Transforming the Agricultural Investment Space

BEXFBE.jpg

In an era of soaring farm debt, alarming rates of soil fertility loss, and increasing climate extremes, organic agriculture offers an opportunity for greater farmer profitability and soil health, and a path to climate resilience. But while the demand for organic in the US is only growing, production is lagging far behind. Organic products currently account for 6% of farm sales but only 1% of agricultural production in the US. So why aren’t more farmers going organic? Organic agriculture constitutes a distinct approach that eliminates synthetic chemicals and fertilizers and employs different practices than standard conventional systems and requires a comprehensive management style. It can be complicated, and it begins with the transition period. 
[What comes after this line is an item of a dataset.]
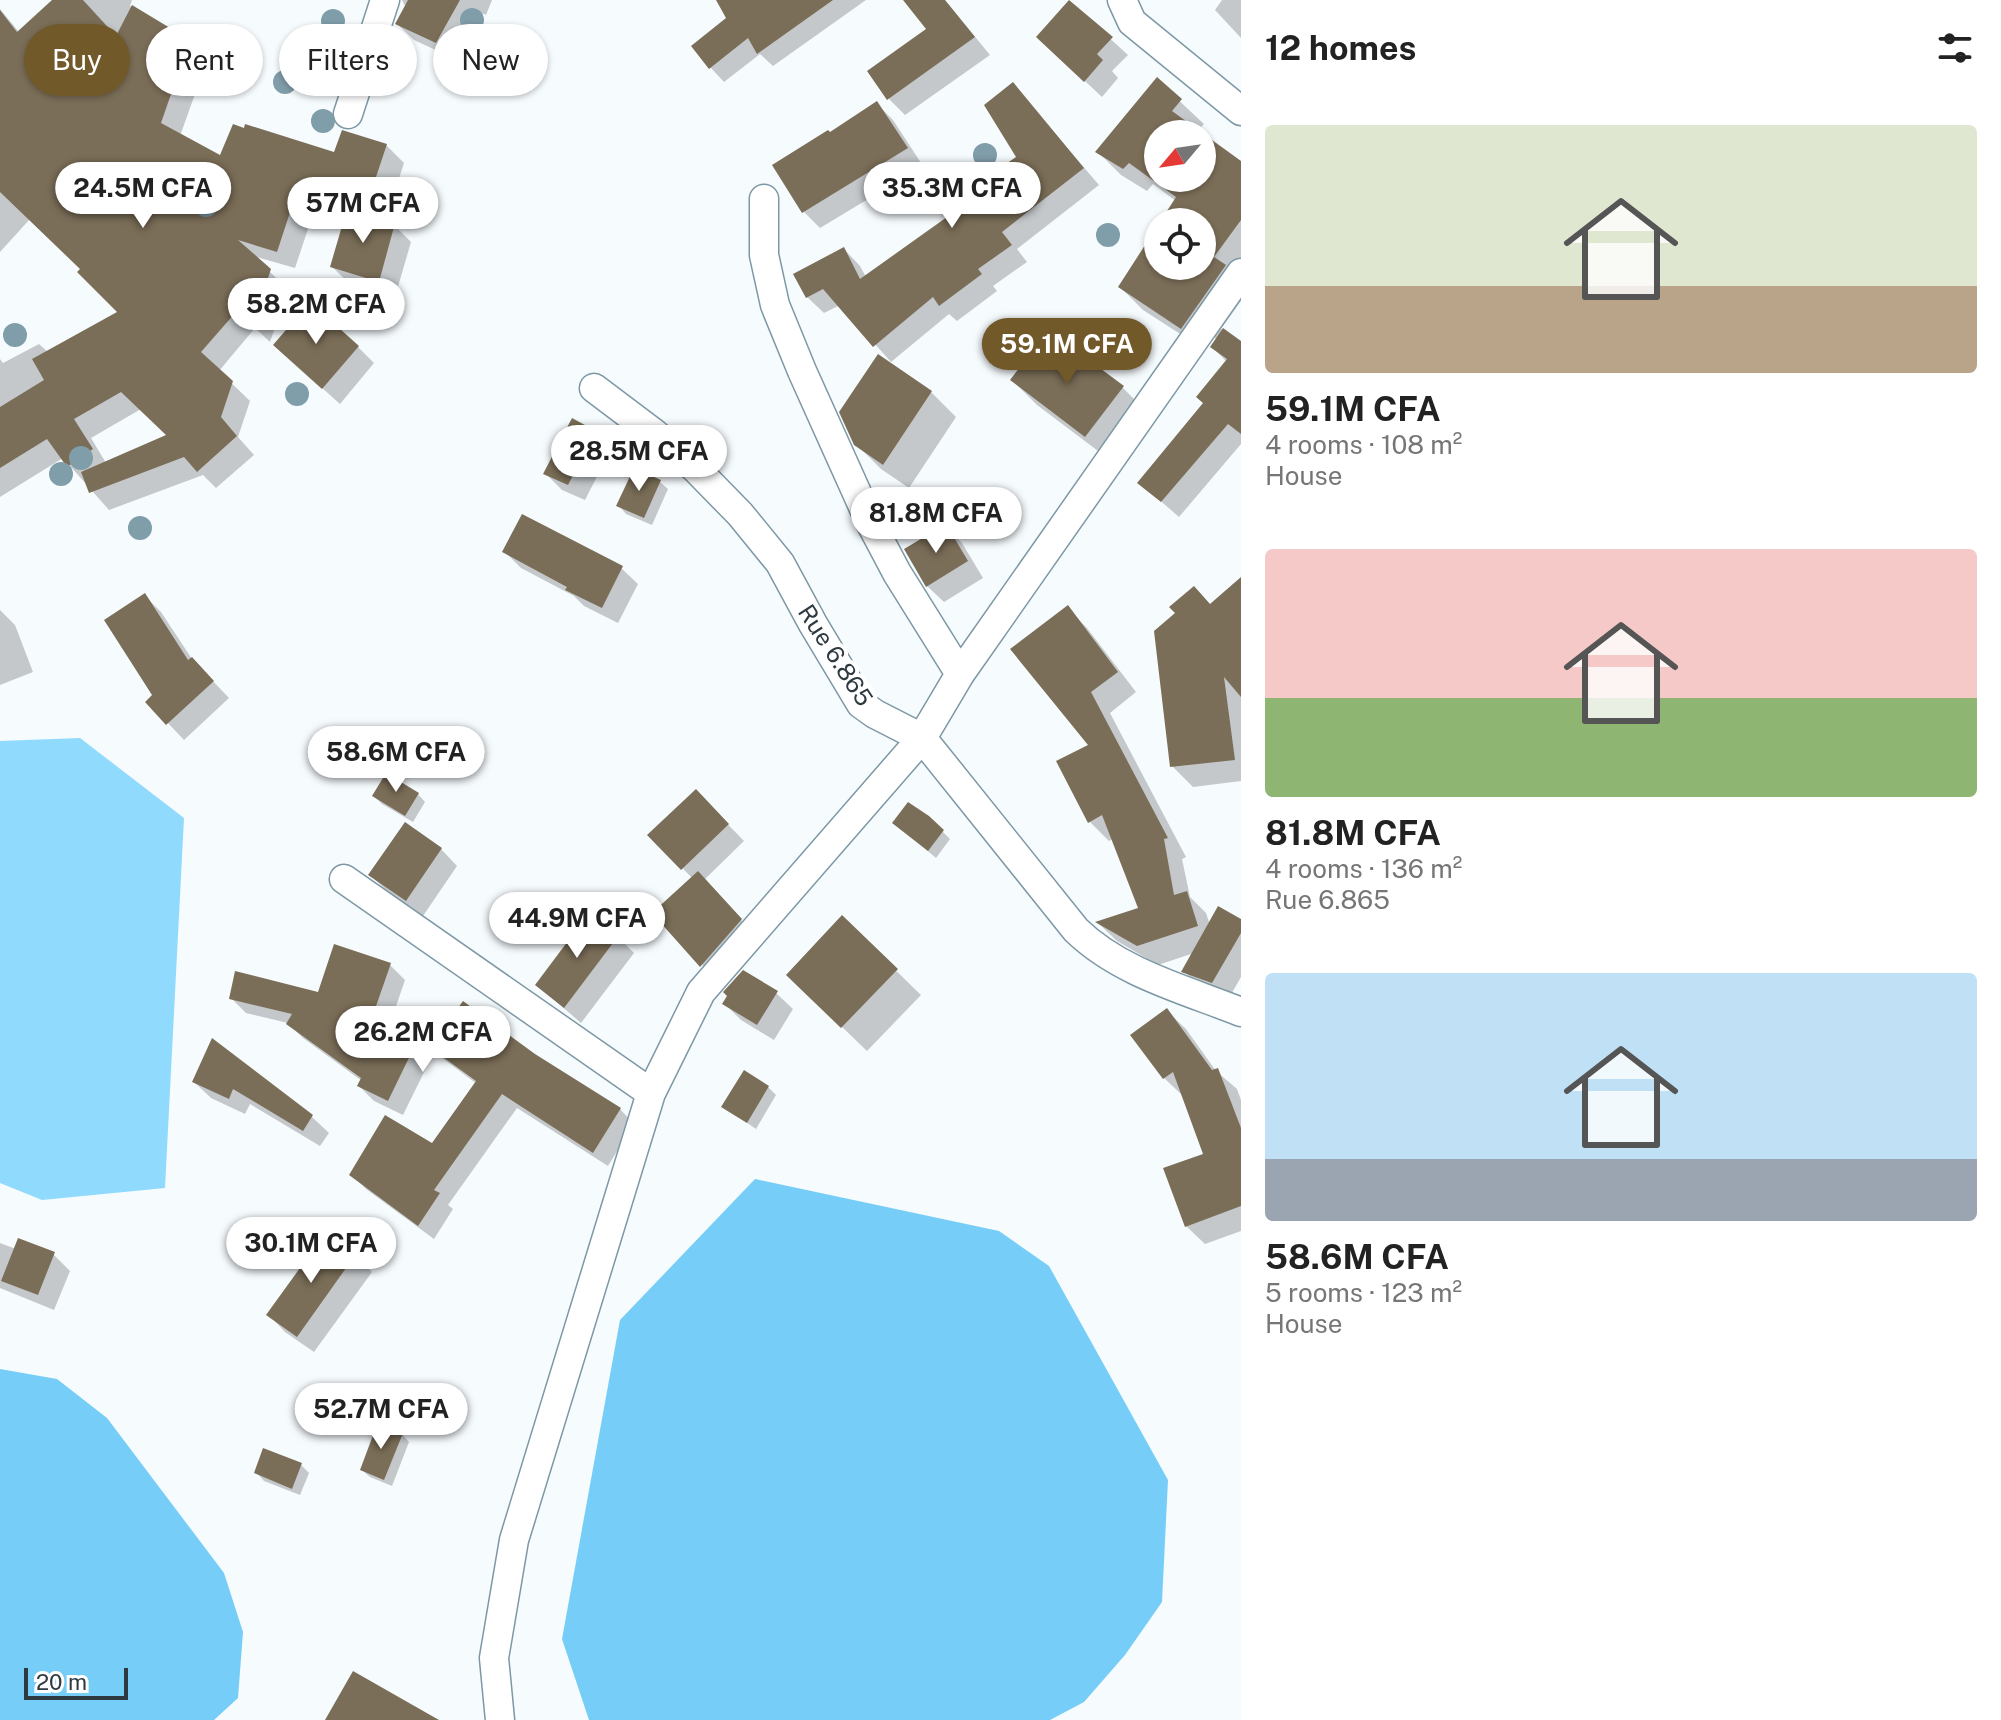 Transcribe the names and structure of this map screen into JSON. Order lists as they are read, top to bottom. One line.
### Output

The three year transition period that is compulsory for operations to qualify for organic certification is an understandably formidable prospect for most farmers.  During this period growers face both depressed yields, and the inability to sell their crops at organic pricing, resulting in a two fold hit to their bottom line. The yield depression through transition is due in part to a learning curve for farmers, but also because without the application of synthetic inputs, growers must now rely solely on the soil to provide all the necessary components for plant growth. Soil health is paramount in organic systems, but it takes time and active management to build up a robust soil ecosystem that can support crop nutrition and growth, especially when transitioning from a chemically intensive system that can strip the soil of its nutrients and structure. For these reasons the transition process can be daunting, and for farmers who do not  take on this process incrementally it can become a 36-month financial J-curve.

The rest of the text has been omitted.